Mrs. Wurth looked at him another long moment. “A lot can change in even a few days, I've always found. Things're always changin'—'cept deid folk. They're always the same, 'cept when they're diff'rent, an' they can be, dependin' on circumstances, which can vary to a fair degree.”

“Right,” said Wull. “What was in the newspaper?”

“Aye,” said Mrs. Wurth, brushing some of the tea from the dead man's face. “It's on the second page there, sketch of a gennulman lost in the waters oot in the estuary. Look at the 'tache there an' tell me that's not the same one ye jus' dipped in yer cup.”

Wull looked at the sketch, looked at the section of face, then back again. Although puffed and creased by its time in
the water, there was a definite resemblance, especially in the shape of the round, squashed nose.

“It does a bit,” he admitted.

“An' there's plenty bits o' him missin', says the paper,” said Mrs. Wurth. “Bits, I shouldn't wonder, like parts o' his face, such as ye was jus' dippin' in yer tea.”

“I wasn't . . .” said Wull. “You know I'm not plannin' on drinkin' the tea now, Mrs. Wurth? It was an accident it fell in my mug.”

“'S up to you what you do, Masser Keep. I ain't never had an interest in either the contents of another's larder nor any food whut has a flavor. I mind o' a time I tried this pickled thing—they said it was a farmyard oyster, but I foun' out that meant—”

“What does it say under the sketch, Mrs. Wurth?” said Wull, rubbing his eyes. “What happened to the man?”

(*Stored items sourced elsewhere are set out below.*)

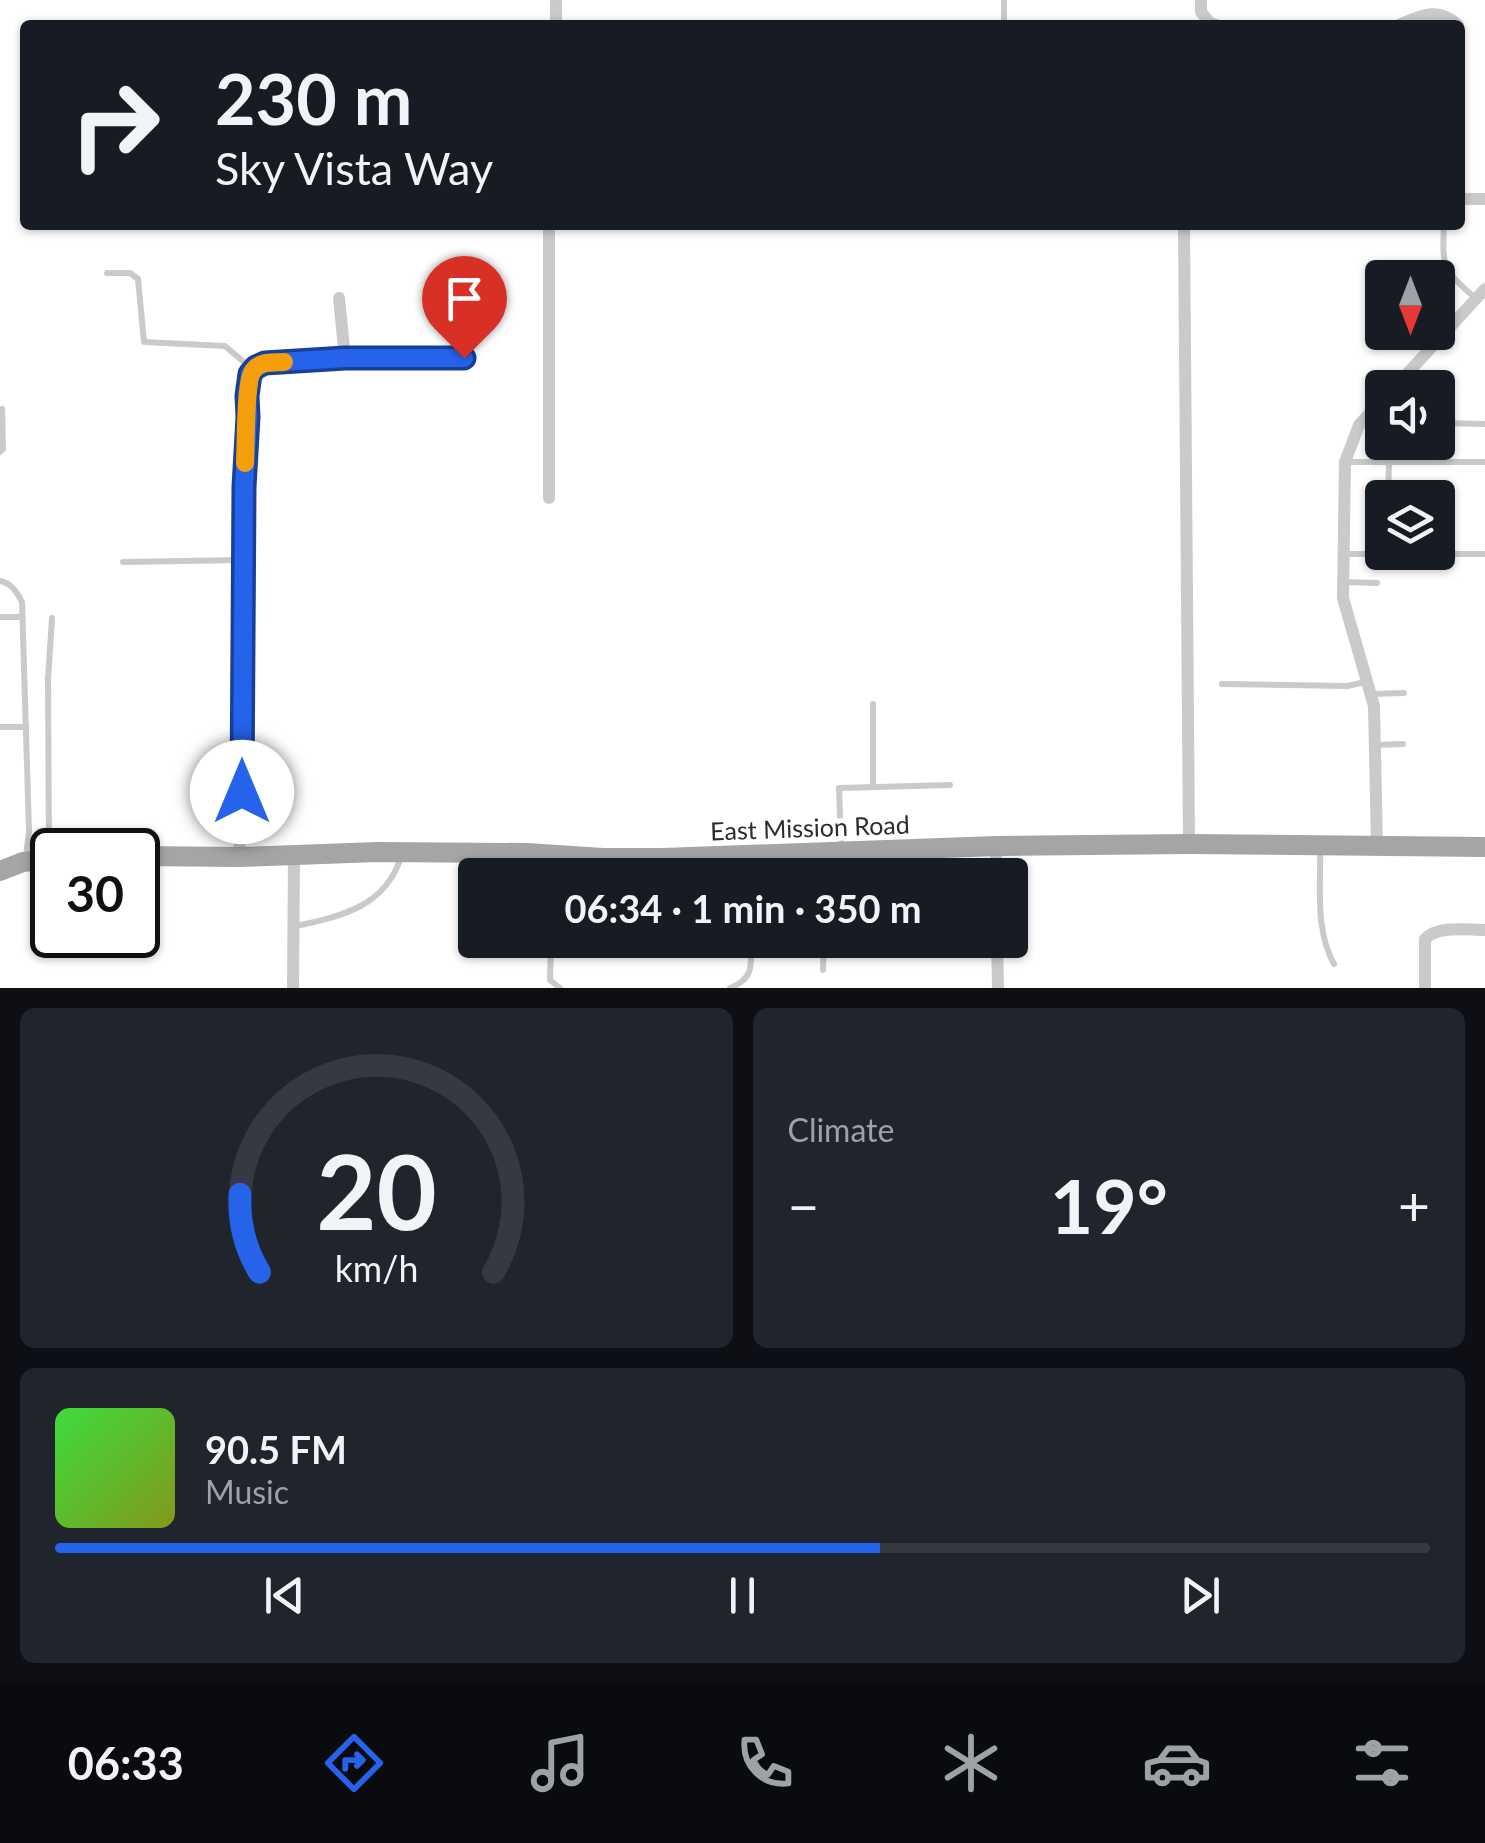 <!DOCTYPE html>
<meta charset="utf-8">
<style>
body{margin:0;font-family:Lato,sans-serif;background:#20242c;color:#f1f3f6;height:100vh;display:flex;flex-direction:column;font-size:38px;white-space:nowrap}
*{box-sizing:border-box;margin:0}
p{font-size:32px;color:#9ea1a6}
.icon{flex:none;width:55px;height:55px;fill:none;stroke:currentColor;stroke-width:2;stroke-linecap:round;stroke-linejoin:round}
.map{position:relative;height:988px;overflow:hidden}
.sheet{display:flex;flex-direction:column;gap:20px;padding:20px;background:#0d0f14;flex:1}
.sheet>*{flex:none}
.guide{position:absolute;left:20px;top:20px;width:1445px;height:210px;border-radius:10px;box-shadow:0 2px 8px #0004;background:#171b24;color:#f1f3f6;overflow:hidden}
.needle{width:65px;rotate:180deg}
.controls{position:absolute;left:1365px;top:260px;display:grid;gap:20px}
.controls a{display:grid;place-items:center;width:90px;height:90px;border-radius:10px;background:#171b24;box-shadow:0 2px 8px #0004;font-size:50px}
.speed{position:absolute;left:30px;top:828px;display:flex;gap:20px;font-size:50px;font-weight:700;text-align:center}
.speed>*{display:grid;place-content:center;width:130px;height:130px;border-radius:50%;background:#171b24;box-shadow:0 2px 8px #0004;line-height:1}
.speed .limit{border:5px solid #111;border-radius:15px;background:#fff;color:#111}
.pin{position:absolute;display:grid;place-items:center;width:85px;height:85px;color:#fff;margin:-102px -42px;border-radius:50% 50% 50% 0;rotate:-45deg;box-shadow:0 0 10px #0007}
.pin .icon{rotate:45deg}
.me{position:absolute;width:110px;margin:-55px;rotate:0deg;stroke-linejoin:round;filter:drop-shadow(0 0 8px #0008)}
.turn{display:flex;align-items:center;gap:35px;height:210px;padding:0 30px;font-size:45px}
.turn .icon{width:130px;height:130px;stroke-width:2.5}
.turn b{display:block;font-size:70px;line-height:85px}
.big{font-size:75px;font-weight:700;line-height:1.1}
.sheet .widget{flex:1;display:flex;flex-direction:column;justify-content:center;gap:15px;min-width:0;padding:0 35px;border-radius:15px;background:#20242c}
.sheet .dial{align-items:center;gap:0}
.dial svg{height:260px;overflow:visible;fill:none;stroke:#363941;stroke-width:7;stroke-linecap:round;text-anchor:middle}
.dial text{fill:#f1f3f6;stroke:none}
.song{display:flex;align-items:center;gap:30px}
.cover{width:120px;height:120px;border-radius:15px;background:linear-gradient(135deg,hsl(120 70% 55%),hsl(70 70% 35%))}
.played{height:10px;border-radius:5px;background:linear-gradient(90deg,#2563eb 60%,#363941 60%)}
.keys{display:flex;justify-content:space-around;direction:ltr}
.heat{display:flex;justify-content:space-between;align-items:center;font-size:55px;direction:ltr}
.sheet .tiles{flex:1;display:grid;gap:20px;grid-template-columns:1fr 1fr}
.widget:last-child{grid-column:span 2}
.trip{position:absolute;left:458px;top:858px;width:570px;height:100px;border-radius:10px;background:#171b24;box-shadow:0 2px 8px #0004;font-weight:700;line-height:100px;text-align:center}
.menu{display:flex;height:160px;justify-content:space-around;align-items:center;background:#090b0e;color:#9ea1a6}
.menu .icon{width:70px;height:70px}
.menu .current{color:#2563eb}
.menu b{font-size:45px;color:#f1f3f6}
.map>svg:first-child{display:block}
</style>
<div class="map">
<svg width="1485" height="988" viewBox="0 0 1485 988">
<rect width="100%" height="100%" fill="#fff"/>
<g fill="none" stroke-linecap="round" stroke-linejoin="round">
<!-- service -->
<g stroke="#cacaca" stroke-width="6">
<polyline points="1004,25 1004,0"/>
<path d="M 1444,225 C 1442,269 1443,269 1475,298"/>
<polyline points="107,273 130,273 138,279 144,342 225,346 252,369"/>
<polyline points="1438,423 1485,424"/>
<polyline points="0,452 3,449 2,409"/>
<polyline points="1346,462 1485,462"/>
<polyline points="1388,498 1389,463"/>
<polyline points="1345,554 1485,554"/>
<polyline points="123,562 242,560"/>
<path d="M 0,581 C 11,583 17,592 22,602 L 29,831 L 26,856"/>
<polyline points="1344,582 1377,583"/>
<polyline points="0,617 22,617"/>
<polyline points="1222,684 1347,686 1366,682"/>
<polyline points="1372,694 1404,693"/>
<polyline points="0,727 26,727"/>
<polyline points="1375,745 1403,744"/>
<polyline points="873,787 873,704"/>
<polyline points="841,845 839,788 950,785"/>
<path d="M 1320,851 C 1321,889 1315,930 1334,964"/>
<polyline points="49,854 48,679 52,618"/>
<polyline points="825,854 825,875"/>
<polyline points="749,856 750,875"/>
<polyline points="757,856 759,875"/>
<path d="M 296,926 C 343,916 387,906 402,854"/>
<polyline points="551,940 550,980 560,988"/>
<polyline points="823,970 824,940"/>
<path d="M 730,988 C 755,979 751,963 751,940"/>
</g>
<!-- minor -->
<g stroke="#cacaca" stroke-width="12">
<polyline points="556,0 556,25"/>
<polyline points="1201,0 1201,12 1210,23 1216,25"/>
<path d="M 1399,25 C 1420,16 1438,6 1458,25"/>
<polyline points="1460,199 1485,199"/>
<polyline points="549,225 549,498"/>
<polyline points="1184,225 1189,844"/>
<polyline points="339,298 345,358"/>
<polyline points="1394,388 1485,289"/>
<polyline points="1377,845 1374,706 1343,598 1345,462 1359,425 1382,400"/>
<polyline points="996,846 996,875"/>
<polyline points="239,857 242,792 243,487 248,417 247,396 250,374 256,367 265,363 345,358 463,358"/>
<polyline points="997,940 998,988"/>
<polyline points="293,988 294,855"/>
<path d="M 1425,988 L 1425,939 C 1439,925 1466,930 1485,930"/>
</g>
<!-- primary -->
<g stroke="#a5a5a5" stroke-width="20">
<polyline points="138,856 239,857 378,852 527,853 603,858 663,858 996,846 1189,844 1485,847"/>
<polyline points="0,871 23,862 52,859"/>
</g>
</g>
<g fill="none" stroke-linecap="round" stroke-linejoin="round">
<!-- route casing -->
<g stroke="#184099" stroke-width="25">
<polyline id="route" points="242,792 244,487 248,417 247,396 250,374 256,367 265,363 345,358 464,358"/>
</g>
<!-- route -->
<use href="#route" stroke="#2563eb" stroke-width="18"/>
<!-- slow -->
<path stroke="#f59e0b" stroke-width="18" d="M 245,463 C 246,446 245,381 253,371 C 259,361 273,363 284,362"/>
</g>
<g text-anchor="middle" stroke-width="10" stroke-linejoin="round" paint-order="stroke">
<!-- street labels -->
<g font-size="25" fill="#2d2d2d" stroke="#fff">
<text transform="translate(810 828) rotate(-2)" y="9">East Mission Road</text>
</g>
</g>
</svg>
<div class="controls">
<a><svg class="needle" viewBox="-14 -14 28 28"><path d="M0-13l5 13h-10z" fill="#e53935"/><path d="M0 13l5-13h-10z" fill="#9ea1a6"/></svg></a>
<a><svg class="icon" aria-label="sound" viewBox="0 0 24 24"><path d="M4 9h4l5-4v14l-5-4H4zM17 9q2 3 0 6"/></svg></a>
<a><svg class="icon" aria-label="layers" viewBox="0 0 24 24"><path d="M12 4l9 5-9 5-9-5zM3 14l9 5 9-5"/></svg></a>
</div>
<div class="speed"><div class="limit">30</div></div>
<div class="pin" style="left:464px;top:358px;background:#d93025"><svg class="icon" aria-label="arrive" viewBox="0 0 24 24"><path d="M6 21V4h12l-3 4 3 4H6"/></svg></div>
<svg class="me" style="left:242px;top:792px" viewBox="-20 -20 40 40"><circle r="19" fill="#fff"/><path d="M0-13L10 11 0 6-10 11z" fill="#2563eb"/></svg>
<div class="trip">06:34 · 1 min · 350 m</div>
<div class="guide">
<div class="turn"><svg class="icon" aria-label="right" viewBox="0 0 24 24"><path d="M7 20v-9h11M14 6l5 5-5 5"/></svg><div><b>230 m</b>Sky Vista Way</div></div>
</div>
</div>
<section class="sheet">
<div class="tiles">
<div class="widget dial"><svg viewBox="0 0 100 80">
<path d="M14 69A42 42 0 1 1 86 69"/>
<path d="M14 69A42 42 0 0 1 8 45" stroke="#2563eb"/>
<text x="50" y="56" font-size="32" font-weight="700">20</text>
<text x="50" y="72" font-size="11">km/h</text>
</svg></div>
<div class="widget"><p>Climate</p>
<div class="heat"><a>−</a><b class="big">19°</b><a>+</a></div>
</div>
<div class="widget">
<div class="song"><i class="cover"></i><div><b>90.5 FM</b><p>Music</p></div></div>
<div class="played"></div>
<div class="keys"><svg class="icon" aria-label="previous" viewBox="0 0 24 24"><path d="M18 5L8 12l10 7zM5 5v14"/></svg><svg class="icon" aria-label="pause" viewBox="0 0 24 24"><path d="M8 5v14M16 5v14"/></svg><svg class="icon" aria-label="next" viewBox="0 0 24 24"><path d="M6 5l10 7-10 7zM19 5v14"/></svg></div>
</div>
</div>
</section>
<nav class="menu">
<b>06:33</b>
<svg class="icon current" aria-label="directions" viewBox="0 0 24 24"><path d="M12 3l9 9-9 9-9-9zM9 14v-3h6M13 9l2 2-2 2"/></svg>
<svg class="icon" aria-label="music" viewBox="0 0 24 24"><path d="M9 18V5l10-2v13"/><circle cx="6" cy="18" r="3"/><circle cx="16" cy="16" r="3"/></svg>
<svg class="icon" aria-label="phone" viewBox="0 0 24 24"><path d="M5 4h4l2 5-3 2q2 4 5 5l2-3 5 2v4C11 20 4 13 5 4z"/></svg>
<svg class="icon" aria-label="climate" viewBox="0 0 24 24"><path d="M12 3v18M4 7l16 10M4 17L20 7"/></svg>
<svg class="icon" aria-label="car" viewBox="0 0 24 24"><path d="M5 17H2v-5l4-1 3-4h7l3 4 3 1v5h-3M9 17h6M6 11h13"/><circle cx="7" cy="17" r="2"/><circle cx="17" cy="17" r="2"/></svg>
<svg class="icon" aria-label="filters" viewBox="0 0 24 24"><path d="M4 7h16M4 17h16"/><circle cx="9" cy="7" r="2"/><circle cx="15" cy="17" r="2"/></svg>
</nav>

“Aye, seems he was killed by a creature, an' quite a big one,” said Mrs. Wurth. She smiled with the lower half of her face, her eyes remaining expressionless and dull. “There's spec'lation it could be a mormorach, if they even exists anymore.”

“What's a mormorach?”

“Well, it's a big long eel sort of a thing, but they've no' existed for thousan's o' years. 'S a story, really, now, an' I don't hold with stories much mysel'—not in favor o' things ye can't
put yer hands on. If I can't see it, I don't want it. 'S why I got rid o' my sense o' smell. Made that decision aroun' the same time as the food pois'nin' which, come to think of it, was shortly after I ate those farmer's oysters—”

“Mrs. Wurth! If they don't exist anymore, why do they think it might be one?”

Mrs. Wurth scanned the article. “Fisherwoman found a hand in an empty net—green-stoned ring on it identified this fella Blummells. Found another few parts after that, but not much, an' it seems all the parts were bit clean off, not like they was torn by a mairlan or even a cragolodon . . . like this bit o' face, right enough—look how it's sliced apart, all neat like—it'll be fair valuable if that's what it is, a mormorach. 'S no tellin' when magic like that's goin' to strike, an' it's no' happened fur so long, folk hardly believe in 'em anymore.”

“Like you? You don't believe in them?”

“'S right.”

“Even though it says here there's one on the coast? An' they definitely used to exist?”

“'S right.”

Wull rubbed his eyes.

Mrs. Wurth scanned farther down the article, tracing the words with her fingers and lip-wetting absently with her gray tongue.

“Apparently there's a
man
says he saw a big giant eel of a
thing jumpin' up oot the water on the night this Blummells went missin'. But there's not to be much in that—whut's the word o' a man when all's said an' done?”